It was autism all along

It frustrates the hell out of me to know that it was autism all along, particularly because a diagnosis as a child will have made my life easier.

Questions were being asked by my consultants and ignored. Autism is the reason I failed in school. It is also the reason I carried guilt for 25 years, because academically I felt I’d let myself down. For years those same tapes kept playing in my head.

With an autism diagnosis officially confirmed I still have to deal with mental confusion and anxiety around the condition. What the diagnosis does is put all of my experiences into context to know now that my life’s experiences finally make sense. None of the abuse, neglect and trauma I endured had anything to do with me, or in any way was my fault.

It was important that I was able to tick the last box. The hard part is knowing that’s what I have, now age 55, but it’s made easier because it answers the questions to the neurological side of cerebral palsy that I didn’t have and needed to have.

It doesn’t take away the anger and frustrations of being told there was nothing wrong with me growing up and that I needed to get on with my life.
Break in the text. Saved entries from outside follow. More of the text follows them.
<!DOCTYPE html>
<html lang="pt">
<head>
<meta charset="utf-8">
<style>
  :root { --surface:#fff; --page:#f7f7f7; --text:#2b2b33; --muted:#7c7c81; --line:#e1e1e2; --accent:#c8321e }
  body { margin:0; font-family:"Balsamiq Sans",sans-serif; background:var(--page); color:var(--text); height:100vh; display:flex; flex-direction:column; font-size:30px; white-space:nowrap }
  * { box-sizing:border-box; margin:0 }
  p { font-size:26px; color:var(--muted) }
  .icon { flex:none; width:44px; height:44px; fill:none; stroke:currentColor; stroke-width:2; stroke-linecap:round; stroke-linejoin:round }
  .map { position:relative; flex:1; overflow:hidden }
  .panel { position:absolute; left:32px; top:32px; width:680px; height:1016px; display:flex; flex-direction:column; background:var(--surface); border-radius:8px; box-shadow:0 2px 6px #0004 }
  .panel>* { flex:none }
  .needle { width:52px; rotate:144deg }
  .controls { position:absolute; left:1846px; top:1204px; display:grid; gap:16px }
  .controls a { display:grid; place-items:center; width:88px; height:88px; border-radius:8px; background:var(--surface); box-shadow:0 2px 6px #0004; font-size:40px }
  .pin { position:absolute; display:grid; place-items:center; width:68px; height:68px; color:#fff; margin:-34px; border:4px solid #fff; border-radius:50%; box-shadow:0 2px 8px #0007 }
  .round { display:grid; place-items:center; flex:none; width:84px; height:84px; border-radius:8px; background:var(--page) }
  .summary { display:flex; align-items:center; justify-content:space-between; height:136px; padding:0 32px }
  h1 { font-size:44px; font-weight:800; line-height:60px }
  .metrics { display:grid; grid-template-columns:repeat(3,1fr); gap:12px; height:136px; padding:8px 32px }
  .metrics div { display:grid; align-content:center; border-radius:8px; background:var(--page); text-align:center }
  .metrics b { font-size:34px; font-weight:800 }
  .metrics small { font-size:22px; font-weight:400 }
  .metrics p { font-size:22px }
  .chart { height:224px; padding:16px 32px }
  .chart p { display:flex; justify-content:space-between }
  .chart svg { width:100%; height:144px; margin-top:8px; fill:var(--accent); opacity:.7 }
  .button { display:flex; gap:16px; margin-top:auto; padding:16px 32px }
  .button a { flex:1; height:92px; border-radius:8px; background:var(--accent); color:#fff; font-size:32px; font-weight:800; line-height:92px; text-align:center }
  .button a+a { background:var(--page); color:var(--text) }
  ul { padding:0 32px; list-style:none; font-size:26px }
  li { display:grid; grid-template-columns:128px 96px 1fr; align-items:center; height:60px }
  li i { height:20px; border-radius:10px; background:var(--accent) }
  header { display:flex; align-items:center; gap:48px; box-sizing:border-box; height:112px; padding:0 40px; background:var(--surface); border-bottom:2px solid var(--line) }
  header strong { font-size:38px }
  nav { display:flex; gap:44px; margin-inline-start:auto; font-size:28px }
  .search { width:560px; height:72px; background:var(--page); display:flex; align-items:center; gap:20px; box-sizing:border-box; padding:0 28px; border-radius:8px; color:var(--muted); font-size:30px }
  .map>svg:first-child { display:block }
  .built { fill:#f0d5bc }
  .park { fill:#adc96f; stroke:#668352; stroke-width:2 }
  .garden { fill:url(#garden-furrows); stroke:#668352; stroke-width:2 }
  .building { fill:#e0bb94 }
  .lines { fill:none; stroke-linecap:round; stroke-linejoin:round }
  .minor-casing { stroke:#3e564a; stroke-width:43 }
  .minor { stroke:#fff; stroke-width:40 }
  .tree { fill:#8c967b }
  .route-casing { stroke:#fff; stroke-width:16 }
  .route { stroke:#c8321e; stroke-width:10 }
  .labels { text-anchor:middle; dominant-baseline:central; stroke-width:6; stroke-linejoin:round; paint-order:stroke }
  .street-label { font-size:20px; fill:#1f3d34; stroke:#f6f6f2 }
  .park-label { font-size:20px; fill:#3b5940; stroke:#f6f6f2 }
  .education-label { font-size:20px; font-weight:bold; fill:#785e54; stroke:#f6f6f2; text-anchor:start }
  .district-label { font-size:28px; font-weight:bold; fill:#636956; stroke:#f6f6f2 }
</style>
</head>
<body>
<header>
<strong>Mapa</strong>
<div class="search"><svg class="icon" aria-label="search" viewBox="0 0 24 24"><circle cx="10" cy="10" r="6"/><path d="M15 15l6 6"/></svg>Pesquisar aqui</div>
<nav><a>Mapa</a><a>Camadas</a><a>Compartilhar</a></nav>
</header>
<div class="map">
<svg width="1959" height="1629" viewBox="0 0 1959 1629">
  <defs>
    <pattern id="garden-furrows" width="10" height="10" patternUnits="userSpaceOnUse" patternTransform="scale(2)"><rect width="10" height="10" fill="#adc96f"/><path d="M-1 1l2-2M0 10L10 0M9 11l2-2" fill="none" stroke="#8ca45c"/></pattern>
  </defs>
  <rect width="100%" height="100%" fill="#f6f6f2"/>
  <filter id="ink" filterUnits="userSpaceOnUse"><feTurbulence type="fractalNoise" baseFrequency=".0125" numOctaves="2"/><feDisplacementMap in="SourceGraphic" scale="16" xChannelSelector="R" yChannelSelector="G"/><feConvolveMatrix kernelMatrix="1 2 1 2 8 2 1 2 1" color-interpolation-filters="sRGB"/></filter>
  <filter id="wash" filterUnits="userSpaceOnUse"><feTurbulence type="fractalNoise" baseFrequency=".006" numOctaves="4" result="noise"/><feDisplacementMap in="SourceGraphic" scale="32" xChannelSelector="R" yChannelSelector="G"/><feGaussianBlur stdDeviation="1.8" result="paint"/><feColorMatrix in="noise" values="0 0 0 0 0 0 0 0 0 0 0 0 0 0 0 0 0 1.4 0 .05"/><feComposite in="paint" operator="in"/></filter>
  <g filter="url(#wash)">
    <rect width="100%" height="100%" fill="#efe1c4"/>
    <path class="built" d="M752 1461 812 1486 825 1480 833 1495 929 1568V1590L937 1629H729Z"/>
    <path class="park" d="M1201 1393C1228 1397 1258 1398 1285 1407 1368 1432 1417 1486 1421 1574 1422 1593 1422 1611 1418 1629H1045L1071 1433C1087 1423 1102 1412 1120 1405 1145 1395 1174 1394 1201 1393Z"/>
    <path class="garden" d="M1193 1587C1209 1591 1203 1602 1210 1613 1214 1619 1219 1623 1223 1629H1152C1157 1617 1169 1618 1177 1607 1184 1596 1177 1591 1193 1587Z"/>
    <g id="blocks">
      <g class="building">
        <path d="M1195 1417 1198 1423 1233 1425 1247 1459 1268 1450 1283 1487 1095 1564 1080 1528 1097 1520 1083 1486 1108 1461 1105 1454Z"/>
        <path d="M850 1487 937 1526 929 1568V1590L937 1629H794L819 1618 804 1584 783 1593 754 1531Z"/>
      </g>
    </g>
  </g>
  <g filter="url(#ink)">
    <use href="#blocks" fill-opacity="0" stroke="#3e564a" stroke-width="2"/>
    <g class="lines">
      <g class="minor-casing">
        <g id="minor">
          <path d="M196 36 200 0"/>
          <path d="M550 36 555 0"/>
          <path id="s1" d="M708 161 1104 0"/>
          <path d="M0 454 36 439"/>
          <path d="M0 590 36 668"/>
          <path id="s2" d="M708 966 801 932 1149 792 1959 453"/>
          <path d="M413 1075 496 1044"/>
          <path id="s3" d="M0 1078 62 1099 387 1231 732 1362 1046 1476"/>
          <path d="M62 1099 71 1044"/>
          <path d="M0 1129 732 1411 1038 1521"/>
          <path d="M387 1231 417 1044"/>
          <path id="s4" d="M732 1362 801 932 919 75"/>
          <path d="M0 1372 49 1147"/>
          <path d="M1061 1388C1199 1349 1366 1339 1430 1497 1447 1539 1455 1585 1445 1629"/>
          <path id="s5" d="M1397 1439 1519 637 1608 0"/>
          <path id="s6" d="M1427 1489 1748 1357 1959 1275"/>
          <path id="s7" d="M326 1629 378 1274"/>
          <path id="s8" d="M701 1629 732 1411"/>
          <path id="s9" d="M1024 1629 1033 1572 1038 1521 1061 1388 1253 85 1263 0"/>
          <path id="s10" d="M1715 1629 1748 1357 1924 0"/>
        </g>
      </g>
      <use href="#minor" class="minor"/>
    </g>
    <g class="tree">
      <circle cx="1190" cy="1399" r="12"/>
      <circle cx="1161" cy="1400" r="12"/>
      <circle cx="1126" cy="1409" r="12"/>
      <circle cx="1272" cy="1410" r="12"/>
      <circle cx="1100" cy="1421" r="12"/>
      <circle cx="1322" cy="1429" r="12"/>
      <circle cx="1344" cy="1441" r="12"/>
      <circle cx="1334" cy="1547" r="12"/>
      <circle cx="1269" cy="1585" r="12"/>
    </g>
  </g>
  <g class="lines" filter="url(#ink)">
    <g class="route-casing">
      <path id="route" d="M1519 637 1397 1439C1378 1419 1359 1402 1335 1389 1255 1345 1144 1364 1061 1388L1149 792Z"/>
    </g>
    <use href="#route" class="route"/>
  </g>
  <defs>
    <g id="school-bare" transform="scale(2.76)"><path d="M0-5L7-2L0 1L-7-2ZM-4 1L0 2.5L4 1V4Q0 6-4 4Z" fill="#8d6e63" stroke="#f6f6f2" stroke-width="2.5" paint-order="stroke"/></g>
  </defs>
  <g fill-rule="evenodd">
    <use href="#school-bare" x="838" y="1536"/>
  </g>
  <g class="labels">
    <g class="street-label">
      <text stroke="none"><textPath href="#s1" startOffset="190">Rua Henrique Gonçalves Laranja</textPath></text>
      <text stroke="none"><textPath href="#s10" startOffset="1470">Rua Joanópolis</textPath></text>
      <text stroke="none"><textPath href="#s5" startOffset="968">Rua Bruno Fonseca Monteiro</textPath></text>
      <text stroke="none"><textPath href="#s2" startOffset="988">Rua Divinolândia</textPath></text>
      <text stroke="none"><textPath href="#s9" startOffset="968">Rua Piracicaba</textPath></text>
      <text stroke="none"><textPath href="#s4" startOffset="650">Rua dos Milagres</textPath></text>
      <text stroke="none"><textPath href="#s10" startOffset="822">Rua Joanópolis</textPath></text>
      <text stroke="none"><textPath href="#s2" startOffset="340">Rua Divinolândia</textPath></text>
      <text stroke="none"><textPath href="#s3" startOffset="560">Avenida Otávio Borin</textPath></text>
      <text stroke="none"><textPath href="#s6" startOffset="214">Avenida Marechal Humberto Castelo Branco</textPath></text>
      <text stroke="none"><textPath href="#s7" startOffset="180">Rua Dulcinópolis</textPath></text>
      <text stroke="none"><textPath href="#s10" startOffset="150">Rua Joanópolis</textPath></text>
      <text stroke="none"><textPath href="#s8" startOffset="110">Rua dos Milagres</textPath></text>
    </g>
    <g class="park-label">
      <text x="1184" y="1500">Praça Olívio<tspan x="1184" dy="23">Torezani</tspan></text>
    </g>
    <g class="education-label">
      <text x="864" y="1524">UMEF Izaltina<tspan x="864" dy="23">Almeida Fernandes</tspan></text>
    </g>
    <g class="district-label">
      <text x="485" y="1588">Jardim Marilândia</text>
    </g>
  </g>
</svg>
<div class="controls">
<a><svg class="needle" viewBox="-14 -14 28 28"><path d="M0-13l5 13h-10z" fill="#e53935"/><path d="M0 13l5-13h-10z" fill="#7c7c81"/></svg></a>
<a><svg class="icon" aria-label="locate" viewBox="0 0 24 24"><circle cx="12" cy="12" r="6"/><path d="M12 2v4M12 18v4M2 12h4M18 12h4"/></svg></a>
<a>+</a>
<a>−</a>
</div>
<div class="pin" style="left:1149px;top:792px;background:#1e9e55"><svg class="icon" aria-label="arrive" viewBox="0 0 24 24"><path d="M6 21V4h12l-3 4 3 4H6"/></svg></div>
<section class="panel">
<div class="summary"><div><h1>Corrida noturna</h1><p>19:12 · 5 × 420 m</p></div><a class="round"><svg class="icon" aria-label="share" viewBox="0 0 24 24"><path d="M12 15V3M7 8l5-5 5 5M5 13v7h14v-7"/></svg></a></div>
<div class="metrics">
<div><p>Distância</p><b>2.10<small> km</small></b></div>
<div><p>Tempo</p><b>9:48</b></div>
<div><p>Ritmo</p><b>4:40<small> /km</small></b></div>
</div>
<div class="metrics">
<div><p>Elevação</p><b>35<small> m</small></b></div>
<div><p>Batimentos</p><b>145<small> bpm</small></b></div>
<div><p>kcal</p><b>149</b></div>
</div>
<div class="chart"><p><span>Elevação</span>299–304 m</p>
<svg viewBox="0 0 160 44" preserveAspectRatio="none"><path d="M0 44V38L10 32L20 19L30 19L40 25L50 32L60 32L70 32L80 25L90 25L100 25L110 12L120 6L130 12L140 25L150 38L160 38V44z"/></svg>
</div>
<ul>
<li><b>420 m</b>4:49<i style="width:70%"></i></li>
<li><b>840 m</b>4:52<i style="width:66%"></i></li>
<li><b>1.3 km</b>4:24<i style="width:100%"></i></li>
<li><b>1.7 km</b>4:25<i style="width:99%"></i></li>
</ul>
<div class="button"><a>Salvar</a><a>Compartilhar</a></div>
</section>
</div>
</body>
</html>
To know this is what it is is helpful, to know I can’t change how I got to this place is difficult, to know it was autism all along as a child, makes it even more incomprehensible that these are even my experiences.

But it’s the last piece of a 9 year very long extended jigsaw from my initial cerebral palsy diagnosis at the age of 46. I must find acceptance on it.


12 Jan, 2019

4 thoughts on “It was autism all along

  1. Yes, it would have been great if they had diagnosed your condition at an earlier age, when you would have been able to do more to deal with it.

    For me it would have been nice to know that I wasn’t really stupid, but just had mental health issues that needed to be addressed.

    I tried very hard not to be anything like my parents, but in the end I turned out to be just like them and so much worse, in my mind.

    I have been dealing with a mountain of guilt, shame and remorse, most of which wasn’t mine to begin with that has kept me paralyzed and afraid for most of my life.

    Only now am I gaining the strength to finally deal with all of that and move on with my life.

    1. Thanks Randy. Yes, my life would have been easier, particularly around school and college, knowing about autism.

      For any child with any form of mental health issue, it’s important their needs are dealt with. I never saw myself as stupid, I just knew I struggled. I can understand why you would have thought that.

      I promise you that you’re far from how you thought you were.

  2. This is some jigsaw you were handed! You have suspected a neurological condition and I am pleased your autism diagnosis has finally been confirmed. It lays to rest the guilt you have carried, which should have been placed at someone else’s door, not yours.

    I think I have said before that the universe had this plan for you for good reason, and you prove the universe right every day.

    1. Your response is kind. I’m perfectly happy to know. I needed to know.

      An autism diagnosis is worth its weight in gold. I can have closure now and yes, I’m not stupid, or mad. Just different.